NEW YORK ( TheStreet) -- Don't expect regulators to break up big banks anytime soon. They are hoping that the market will do it for them.

"Through regulation, stress tests and Basel Capital standards, they are going to make life uncomfortable for big banks," according to KBW political analyst Brian Gardner. "The multiples of large banks already lag that of regionals. What regulators would like to see is shareholders step in and force bank managements to break up their banks," he says.

The call to break up big banks has strengthened after Federal Reserve Chairman Ben Bernanke admitted for the first time at a recent conference that "Too Big to Fail is not solved and gone. It is still here."

"'Too Big To Fail' was a major source of the crisis and we will not have successfully responded to the crisis if we do not address that successfully," Bernanke told reporters.

Bernanke was acknowledging what many big bank critics including Massachusetts Senator Elizabeth Warren have been arguing -- that the market still expects big banks to be rescued in a crisis, even though new rules under the Dodd Frank Act are designed to prevent future bailouts.

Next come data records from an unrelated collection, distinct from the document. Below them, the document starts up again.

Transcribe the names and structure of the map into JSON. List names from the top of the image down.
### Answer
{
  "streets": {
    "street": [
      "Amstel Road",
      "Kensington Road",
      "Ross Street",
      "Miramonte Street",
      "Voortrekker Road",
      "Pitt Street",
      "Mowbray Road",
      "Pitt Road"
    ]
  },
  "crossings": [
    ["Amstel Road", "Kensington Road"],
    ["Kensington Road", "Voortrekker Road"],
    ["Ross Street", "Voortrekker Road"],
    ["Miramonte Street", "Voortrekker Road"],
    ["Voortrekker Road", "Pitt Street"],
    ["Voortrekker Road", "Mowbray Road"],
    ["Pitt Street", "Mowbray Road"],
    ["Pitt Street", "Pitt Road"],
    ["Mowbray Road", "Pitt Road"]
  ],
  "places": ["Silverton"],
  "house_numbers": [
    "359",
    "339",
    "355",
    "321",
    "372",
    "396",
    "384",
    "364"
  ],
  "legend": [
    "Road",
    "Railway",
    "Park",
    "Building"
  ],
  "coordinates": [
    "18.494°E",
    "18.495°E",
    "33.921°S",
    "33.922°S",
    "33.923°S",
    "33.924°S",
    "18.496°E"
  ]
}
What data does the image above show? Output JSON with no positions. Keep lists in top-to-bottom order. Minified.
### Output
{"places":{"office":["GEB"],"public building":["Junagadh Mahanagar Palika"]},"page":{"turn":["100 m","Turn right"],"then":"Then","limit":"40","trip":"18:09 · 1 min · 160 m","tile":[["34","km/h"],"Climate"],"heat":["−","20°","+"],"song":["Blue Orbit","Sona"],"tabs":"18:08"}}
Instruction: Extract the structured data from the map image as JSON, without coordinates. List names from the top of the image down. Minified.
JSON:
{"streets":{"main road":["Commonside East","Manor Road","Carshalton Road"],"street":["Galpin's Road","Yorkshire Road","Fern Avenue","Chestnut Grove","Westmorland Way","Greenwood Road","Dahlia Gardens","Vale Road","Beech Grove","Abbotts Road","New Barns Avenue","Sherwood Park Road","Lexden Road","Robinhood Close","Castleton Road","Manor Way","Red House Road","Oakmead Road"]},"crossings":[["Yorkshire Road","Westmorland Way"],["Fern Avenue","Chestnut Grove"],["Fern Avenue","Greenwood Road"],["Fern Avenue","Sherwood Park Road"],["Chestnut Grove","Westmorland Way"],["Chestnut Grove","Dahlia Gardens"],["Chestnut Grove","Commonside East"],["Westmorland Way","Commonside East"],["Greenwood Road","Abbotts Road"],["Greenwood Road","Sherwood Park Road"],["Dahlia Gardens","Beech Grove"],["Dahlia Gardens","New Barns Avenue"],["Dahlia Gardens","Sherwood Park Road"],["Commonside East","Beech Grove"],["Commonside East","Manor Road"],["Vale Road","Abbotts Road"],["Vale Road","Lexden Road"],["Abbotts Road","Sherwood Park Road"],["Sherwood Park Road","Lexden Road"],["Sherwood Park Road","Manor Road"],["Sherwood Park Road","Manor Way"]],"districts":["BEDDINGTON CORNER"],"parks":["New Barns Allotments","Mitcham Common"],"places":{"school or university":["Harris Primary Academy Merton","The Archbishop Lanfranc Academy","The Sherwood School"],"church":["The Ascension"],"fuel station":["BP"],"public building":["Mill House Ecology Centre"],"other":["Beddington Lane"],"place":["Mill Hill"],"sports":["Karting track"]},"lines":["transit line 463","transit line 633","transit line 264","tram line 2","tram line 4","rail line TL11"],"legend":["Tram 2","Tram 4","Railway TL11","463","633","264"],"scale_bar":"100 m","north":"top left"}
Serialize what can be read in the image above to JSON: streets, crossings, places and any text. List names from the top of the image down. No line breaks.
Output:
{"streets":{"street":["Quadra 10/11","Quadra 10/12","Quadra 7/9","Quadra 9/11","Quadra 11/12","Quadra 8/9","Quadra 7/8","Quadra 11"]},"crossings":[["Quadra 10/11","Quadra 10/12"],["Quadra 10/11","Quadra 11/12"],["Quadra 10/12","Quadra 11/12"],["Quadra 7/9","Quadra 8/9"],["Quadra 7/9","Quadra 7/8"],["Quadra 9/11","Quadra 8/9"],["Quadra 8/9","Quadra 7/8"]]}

The market's perception, however misplaced, gives big banks a funding advantage over smaller banks in the market. A Bloomberg study estimated this implicit market subsidy to be over $80 billion, though some in the financial industry have disputed that number.

The perception that banks are too big to fail also may provide banks with an incentive to take on more risk.

Stirring up even more controversy, Attorney General Eric Holder recently said that the size of some financial institutions and their impact on the economy weighed on the Department of Justice's ability to successfully prosecute them. In effect big banks were now "Too Big to Jail."

That has led to more calls to break up the big banks from both sides of the political aisle. Ohio Democrat Senator Sherrod Brown and Louisiana Republican Senator David Vitter are crafting legislation that would cap the size of big banks.